(Work instruction):
Return the complete listing without omission.

== Dataset

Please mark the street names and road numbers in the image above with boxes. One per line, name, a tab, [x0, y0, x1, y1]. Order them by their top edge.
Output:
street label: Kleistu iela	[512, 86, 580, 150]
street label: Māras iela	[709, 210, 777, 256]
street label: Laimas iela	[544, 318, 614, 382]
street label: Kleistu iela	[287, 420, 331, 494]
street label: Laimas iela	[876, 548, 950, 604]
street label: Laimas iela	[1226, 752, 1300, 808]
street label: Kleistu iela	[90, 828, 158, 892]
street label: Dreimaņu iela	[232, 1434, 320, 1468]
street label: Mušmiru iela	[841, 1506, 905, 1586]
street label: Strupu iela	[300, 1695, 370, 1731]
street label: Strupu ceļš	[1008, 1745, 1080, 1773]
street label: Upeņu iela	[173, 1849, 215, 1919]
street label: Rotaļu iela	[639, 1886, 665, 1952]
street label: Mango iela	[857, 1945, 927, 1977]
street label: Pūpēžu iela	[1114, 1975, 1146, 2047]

====

(Answer box):
Please mark the street names and road numbers in the image above with boxes. One per line, name, a tab, [x0, y0, x1, y1]. Order them by their top edge.
Output:
street label: Kleistu iela	[512, 86, 580, 150]
street label: Māras iela	[709, 210, 777, 256]
street label: Laimas iela	[544, 318, 614, 382]
street label: Kleistu iela	[287, 420, 331, 494]
street label: Laimas iela	[876, 548, 950, 604]
street label: Laimas iela	[1226, 752, 1300, 808]
street label: Kleistu iela	[90, 828, 158, 892]
street label: Dreimaņu iela	[232, 1434, 320, 1468]
street label: Mušmiru iela	[841, 1506, 905, 1586]
street label: Strupu iela	[300, 1695, 370, 1731]
street label: Strupu ceļš	[1008, 1745, 1080, 1773]
street label: Upeņu iela	[173, 1849, 215, 1919]
street label: Rotaļu iela	[639, 1886, 665, 1952]
street label: Mango iela	[857, 1945, 927, 1977]
street label: Pūpēžu iela	[1114, 1975, 1146, 2047]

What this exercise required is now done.